To do:
Within the listing, each line that has the string "from" should be copied.

Information supplied:

---*---

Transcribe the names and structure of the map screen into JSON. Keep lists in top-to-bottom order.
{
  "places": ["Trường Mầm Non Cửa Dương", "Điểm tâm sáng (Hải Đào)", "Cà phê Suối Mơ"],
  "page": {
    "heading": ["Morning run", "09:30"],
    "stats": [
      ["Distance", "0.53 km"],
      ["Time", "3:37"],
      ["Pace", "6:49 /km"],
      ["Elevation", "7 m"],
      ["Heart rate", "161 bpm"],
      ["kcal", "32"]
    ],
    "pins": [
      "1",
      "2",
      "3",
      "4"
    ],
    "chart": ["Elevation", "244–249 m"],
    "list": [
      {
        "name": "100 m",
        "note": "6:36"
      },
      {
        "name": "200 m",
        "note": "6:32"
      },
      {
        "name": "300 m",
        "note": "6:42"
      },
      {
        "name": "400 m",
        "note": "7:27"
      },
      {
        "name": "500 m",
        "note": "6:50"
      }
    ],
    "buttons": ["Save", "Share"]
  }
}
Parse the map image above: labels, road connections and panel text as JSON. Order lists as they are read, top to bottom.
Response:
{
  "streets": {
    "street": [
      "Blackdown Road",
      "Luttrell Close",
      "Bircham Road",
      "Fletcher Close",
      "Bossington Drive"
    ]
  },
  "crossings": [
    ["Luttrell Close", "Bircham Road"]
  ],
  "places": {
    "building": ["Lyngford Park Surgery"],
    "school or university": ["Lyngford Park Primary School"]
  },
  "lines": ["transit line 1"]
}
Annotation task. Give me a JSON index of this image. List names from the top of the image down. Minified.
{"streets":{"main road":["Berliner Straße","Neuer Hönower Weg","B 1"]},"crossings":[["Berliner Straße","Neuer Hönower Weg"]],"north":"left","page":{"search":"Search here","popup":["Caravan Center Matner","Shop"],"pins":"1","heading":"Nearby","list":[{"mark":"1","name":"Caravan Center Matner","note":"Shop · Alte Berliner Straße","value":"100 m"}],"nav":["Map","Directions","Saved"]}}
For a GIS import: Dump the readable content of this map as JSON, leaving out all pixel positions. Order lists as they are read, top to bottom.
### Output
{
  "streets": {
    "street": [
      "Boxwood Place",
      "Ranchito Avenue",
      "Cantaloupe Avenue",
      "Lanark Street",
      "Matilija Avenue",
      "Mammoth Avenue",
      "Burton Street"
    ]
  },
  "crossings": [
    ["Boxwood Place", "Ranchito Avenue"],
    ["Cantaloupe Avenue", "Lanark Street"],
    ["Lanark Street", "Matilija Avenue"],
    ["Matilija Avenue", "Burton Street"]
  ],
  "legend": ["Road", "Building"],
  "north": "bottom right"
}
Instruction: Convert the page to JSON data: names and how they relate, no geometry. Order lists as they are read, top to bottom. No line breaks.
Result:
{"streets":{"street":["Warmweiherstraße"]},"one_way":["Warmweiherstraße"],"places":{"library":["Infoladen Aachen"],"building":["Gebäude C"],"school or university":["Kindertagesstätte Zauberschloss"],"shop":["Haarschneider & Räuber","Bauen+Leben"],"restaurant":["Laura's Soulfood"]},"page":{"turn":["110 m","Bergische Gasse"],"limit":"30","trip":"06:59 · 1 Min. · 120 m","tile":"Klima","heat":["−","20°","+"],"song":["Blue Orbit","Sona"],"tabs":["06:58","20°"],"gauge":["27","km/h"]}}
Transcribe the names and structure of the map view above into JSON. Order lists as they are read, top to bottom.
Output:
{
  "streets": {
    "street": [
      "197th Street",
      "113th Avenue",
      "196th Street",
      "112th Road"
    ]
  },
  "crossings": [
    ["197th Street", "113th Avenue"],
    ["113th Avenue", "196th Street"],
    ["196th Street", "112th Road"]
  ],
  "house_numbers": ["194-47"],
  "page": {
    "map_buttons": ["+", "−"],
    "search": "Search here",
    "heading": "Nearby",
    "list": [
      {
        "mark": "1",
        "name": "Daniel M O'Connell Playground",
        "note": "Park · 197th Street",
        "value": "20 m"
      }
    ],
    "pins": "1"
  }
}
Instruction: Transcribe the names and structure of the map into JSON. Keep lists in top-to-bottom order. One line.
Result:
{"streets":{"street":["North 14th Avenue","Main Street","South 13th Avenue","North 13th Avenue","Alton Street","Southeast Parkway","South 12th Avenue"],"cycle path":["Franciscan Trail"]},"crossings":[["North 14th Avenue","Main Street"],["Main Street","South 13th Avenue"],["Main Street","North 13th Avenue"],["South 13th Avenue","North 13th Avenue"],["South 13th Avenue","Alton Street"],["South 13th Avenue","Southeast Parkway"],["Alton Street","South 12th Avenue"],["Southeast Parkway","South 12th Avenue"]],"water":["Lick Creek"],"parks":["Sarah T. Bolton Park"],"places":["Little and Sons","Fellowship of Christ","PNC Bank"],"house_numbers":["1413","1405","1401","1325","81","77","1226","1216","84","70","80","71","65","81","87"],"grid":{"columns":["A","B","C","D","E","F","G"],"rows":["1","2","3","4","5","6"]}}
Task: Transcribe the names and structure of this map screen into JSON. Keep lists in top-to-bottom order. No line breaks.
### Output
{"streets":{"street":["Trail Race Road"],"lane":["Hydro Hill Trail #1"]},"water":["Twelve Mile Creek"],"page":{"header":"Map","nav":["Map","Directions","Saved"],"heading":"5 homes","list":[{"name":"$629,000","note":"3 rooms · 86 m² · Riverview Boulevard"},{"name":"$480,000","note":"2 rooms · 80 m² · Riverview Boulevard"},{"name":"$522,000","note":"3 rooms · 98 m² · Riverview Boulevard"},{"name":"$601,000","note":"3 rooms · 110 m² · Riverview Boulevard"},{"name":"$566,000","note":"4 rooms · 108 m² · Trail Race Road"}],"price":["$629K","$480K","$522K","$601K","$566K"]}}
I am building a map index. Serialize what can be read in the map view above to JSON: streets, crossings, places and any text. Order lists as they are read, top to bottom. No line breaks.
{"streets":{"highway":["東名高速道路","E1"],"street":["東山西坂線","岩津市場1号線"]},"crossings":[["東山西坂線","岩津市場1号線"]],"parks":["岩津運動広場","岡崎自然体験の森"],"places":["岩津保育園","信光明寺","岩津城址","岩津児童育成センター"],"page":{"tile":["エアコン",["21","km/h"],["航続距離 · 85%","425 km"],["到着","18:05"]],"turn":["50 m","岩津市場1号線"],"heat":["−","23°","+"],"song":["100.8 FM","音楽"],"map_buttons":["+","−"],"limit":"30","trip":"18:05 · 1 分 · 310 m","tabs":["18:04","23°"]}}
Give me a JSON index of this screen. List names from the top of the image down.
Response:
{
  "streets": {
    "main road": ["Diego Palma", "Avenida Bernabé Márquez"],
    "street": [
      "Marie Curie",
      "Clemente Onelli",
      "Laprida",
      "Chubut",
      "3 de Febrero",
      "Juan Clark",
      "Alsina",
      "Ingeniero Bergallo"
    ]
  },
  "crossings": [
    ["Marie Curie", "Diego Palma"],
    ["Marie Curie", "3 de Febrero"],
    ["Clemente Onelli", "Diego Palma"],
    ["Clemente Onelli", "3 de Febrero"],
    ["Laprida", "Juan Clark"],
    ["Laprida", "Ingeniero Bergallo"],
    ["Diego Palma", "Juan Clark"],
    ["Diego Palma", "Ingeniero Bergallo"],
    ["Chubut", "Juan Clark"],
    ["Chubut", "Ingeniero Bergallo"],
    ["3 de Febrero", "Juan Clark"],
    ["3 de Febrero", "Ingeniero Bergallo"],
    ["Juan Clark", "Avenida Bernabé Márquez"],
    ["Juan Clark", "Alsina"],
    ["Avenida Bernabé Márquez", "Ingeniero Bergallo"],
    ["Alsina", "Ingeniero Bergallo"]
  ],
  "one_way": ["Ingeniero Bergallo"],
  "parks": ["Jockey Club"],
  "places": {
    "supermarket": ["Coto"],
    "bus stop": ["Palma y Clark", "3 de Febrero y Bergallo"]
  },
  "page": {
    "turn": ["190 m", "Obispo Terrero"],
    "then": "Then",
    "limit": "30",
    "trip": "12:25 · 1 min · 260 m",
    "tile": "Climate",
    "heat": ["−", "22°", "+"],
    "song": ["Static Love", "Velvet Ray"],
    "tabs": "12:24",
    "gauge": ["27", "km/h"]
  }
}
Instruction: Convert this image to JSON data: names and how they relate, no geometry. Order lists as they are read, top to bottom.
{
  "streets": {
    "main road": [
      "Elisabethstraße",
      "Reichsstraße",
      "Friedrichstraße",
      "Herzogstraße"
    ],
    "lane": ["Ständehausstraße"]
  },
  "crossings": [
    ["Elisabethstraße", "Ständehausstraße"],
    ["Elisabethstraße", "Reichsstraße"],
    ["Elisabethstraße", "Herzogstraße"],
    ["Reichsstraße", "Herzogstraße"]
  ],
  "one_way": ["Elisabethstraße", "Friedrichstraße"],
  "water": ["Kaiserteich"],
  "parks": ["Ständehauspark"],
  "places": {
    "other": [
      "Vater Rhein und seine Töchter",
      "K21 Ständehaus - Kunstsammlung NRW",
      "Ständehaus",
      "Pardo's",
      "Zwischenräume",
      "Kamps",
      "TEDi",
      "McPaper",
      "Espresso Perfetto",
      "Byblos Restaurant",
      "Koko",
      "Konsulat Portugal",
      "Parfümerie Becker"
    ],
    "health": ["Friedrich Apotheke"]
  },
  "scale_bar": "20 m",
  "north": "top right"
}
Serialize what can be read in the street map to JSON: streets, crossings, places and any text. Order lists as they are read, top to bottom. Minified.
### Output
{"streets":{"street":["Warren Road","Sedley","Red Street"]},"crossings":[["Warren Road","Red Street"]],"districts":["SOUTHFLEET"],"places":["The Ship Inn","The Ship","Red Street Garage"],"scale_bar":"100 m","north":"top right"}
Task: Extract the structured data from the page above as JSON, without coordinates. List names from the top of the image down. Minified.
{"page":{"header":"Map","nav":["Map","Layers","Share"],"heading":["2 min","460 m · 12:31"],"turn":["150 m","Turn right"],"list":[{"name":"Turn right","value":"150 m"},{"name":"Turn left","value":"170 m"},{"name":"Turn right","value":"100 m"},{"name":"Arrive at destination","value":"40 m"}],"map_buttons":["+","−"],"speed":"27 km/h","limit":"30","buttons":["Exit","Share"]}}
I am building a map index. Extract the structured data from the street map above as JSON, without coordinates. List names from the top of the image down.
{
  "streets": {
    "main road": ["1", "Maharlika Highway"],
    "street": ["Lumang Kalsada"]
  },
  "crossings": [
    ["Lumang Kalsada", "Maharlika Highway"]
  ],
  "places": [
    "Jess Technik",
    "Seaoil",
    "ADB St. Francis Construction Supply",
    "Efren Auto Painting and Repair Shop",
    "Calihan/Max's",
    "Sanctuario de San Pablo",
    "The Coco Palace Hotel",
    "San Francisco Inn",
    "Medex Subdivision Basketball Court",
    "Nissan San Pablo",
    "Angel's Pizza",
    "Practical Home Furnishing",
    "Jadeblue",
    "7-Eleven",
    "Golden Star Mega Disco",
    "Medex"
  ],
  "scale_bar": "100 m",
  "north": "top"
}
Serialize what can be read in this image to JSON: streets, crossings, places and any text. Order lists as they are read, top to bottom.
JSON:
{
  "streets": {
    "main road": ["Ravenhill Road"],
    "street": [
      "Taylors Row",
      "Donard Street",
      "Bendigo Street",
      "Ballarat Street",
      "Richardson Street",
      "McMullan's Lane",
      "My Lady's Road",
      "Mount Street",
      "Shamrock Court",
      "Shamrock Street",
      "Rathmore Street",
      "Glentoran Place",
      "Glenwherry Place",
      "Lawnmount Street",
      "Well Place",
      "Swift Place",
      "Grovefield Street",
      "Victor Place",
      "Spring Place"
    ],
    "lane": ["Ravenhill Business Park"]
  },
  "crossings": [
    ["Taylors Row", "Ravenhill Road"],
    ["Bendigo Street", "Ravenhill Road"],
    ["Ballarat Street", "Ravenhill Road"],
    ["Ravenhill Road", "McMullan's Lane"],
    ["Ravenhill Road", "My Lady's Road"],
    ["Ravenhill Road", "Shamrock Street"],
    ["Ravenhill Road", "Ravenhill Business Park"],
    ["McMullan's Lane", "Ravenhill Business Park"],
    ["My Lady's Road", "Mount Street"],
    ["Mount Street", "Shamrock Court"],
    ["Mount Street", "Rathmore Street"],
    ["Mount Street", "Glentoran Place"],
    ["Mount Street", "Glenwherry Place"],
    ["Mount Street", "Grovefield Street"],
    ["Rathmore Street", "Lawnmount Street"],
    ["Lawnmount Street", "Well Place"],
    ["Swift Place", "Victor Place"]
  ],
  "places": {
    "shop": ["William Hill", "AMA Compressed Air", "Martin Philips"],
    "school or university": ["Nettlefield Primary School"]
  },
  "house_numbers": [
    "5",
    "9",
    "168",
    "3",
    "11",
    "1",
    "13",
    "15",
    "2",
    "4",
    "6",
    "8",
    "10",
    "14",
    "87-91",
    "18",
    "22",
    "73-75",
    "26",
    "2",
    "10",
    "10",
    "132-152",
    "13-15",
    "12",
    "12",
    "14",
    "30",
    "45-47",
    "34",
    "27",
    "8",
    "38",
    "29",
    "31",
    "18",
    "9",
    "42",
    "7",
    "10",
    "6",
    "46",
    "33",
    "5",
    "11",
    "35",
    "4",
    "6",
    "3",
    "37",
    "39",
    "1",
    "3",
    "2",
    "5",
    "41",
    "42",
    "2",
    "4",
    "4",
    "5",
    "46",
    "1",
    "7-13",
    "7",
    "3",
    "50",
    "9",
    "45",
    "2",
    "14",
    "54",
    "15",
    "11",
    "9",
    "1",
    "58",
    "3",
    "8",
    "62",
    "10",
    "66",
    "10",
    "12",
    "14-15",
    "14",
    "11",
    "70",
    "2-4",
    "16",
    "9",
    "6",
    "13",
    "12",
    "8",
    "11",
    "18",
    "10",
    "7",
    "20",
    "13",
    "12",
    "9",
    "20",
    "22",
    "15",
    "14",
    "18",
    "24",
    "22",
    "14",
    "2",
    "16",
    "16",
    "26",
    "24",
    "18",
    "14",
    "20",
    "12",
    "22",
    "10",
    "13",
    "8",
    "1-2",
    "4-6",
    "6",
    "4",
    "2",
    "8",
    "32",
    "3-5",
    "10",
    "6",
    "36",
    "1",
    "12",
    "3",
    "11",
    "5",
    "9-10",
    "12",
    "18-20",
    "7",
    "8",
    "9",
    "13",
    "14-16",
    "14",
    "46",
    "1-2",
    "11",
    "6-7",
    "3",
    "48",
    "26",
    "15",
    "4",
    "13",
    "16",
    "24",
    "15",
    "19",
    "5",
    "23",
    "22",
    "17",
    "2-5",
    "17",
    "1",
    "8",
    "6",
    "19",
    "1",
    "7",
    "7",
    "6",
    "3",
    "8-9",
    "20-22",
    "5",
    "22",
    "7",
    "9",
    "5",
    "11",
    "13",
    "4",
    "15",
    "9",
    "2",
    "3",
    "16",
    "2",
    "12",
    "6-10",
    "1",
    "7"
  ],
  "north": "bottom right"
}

---*---

Final answer:
Annotation task. Give me a JSON index of this image. List names from the top of the image down. Minified.
Give me a JSON index of this screen. List names from the top of the image down.
Task: Extract the structured data from the page above as JSON, without coordinates. List names from the top of the image down. Minified.
I am building a map index. Extract the structured data from the street map above as JSON, without coordinates. List names from the top of the image down.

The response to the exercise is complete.